Could you copy out all the lines in the material below where the word "grid" occurs?

RECORDS PROVIDED:
'''

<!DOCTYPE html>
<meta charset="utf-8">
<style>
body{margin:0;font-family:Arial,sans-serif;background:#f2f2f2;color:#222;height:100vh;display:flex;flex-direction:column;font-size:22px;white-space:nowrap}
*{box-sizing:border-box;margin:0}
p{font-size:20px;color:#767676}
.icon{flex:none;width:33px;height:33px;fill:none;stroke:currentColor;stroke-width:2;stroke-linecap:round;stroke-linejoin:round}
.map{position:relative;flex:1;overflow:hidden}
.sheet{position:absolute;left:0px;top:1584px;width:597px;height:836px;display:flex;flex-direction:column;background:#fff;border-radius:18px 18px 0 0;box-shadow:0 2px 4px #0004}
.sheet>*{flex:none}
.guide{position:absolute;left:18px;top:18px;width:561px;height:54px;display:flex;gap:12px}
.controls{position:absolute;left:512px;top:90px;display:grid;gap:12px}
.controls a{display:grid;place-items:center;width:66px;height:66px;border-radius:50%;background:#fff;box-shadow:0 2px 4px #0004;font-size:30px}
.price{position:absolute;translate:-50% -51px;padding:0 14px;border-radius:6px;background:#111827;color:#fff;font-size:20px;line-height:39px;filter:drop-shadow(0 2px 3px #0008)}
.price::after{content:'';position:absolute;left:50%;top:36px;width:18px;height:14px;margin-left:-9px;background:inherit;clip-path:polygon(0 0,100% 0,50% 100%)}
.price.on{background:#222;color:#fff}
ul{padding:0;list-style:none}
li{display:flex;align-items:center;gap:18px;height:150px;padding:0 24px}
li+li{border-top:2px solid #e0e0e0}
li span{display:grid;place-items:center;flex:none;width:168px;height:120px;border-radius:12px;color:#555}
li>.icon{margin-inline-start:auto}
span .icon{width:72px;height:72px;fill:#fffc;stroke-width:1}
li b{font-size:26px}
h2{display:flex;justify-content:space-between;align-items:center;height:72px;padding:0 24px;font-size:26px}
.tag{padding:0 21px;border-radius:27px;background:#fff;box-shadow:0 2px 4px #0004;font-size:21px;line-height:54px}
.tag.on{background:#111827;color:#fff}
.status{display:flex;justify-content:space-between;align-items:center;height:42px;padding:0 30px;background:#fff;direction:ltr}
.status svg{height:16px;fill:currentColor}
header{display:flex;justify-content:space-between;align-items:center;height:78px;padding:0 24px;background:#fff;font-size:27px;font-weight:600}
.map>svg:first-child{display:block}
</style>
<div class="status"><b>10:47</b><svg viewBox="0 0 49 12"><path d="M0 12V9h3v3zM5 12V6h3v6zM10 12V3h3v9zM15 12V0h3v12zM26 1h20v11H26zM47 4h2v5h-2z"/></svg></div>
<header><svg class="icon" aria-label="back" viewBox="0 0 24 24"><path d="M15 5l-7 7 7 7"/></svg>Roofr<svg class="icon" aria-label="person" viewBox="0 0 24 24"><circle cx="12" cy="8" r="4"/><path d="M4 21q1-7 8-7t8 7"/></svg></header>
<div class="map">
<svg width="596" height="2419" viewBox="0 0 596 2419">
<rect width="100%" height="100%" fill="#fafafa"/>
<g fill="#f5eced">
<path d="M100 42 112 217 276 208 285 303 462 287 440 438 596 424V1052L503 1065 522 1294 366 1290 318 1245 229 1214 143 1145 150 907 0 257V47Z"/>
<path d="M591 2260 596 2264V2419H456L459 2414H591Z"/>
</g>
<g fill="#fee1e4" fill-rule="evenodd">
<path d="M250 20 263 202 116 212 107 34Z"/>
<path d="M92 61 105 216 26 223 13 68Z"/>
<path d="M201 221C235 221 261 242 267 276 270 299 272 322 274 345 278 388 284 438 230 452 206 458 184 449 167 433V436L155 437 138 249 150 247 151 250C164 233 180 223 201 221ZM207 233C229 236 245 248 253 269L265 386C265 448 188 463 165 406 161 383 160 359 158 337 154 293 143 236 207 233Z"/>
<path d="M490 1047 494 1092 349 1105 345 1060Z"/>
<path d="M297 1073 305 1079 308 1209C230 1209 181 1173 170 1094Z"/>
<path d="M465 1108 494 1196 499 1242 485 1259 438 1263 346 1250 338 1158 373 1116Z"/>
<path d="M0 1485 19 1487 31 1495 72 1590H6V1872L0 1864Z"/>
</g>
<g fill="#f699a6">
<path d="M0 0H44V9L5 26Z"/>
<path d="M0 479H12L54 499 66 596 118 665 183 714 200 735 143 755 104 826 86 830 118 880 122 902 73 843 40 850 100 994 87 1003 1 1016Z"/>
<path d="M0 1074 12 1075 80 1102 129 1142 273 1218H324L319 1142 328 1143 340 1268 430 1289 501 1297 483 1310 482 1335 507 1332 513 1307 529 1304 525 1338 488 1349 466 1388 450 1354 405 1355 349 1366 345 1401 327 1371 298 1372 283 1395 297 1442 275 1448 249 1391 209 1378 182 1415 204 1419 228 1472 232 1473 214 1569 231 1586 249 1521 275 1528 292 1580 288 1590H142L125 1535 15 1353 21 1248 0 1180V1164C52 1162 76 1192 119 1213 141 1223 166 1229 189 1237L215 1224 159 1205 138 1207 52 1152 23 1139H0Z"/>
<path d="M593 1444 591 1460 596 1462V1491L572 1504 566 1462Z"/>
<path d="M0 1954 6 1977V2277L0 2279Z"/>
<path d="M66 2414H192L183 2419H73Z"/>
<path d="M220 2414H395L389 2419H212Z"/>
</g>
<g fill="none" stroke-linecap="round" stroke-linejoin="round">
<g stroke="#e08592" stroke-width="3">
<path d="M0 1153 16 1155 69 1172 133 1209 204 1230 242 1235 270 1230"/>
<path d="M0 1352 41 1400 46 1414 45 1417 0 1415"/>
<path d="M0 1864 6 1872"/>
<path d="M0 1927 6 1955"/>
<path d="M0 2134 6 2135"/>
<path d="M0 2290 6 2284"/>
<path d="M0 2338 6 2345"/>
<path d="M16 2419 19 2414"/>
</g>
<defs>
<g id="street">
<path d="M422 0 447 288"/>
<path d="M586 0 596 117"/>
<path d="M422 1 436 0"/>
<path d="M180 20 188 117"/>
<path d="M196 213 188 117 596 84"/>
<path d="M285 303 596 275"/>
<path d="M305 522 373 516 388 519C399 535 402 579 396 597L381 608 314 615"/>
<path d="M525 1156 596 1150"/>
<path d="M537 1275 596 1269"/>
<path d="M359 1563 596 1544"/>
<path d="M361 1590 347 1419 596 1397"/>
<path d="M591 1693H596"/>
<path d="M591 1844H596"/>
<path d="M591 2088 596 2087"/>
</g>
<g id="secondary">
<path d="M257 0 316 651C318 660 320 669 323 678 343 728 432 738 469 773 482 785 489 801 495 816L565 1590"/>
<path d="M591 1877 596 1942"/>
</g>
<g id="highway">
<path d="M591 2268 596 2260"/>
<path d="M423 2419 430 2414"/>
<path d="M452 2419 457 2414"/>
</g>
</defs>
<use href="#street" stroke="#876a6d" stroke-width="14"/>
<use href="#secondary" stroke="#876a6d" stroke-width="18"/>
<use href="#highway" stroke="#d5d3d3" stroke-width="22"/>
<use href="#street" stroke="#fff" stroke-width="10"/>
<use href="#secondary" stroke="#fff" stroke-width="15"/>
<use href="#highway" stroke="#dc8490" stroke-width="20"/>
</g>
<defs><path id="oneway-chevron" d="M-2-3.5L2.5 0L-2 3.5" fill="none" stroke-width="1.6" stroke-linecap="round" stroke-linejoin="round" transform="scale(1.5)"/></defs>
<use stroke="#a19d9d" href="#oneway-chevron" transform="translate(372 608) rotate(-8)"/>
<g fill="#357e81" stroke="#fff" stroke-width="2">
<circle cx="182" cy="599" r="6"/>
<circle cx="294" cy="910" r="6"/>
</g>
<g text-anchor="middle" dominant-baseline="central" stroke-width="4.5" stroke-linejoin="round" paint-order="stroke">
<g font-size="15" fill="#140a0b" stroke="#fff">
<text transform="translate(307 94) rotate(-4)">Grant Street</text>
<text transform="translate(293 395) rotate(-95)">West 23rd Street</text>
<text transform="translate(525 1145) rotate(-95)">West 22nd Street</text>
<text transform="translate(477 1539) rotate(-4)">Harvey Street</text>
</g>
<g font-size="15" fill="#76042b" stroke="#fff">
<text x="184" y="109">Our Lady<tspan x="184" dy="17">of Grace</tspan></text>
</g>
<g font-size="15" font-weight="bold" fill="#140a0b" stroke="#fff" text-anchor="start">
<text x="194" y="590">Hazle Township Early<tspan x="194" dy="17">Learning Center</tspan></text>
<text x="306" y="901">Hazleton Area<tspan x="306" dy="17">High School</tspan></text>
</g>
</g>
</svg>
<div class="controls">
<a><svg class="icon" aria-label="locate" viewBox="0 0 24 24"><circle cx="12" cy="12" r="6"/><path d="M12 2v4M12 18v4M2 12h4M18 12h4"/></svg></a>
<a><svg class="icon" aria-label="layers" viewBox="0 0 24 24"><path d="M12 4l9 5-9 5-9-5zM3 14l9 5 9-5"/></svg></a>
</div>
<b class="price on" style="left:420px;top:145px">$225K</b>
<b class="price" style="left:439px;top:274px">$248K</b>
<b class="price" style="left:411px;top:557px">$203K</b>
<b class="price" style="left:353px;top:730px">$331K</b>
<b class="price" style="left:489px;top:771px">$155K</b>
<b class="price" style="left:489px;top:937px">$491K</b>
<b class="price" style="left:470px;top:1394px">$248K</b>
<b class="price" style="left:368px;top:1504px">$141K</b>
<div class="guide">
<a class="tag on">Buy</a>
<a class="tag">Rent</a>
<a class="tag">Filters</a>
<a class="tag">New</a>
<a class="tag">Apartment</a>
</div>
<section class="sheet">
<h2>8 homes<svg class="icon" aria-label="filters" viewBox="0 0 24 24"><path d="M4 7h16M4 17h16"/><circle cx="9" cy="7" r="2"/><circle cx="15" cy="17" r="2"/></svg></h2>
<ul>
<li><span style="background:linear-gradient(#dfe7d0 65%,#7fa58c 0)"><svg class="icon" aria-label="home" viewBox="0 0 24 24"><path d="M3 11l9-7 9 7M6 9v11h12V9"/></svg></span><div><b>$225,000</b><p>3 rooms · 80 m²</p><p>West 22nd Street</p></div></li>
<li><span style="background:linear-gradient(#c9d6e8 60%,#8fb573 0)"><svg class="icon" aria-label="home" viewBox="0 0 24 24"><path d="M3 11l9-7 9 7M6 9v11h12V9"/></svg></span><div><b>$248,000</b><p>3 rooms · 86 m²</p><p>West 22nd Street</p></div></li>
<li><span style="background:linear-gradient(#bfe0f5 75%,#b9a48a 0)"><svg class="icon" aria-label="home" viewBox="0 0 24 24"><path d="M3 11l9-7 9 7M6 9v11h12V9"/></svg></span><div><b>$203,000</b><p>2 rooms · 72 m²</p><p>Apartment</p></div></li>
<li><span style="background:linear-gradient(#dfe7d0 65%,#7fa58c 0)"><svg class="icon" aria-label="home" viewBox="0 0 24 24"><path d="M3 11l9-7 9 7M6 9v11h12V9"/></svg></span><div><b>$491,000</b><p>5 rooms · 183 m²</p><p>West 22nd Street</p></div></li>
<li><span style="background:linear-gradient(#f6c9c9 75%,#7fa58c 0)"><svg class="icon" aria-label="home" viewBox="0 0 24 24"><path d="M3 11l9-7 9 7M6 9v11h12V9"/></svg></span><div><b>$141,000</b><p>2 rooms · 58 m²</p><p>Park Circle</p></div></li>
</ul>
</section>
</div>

'''

SOLUTION BELOW:
.controls{position:absolute;left:512px;top:90px;display:grid;gap:12px}
.controls a{display:grid;place-items:center;width:66px;height:66px;border-radius:50%;background:#fff;box-shadow:0 2px 4px #0004;font-size:30px}
li span{display:grid;place-items:center;flex:none;width:168px;height:120px;border-radius:12px;color:#555}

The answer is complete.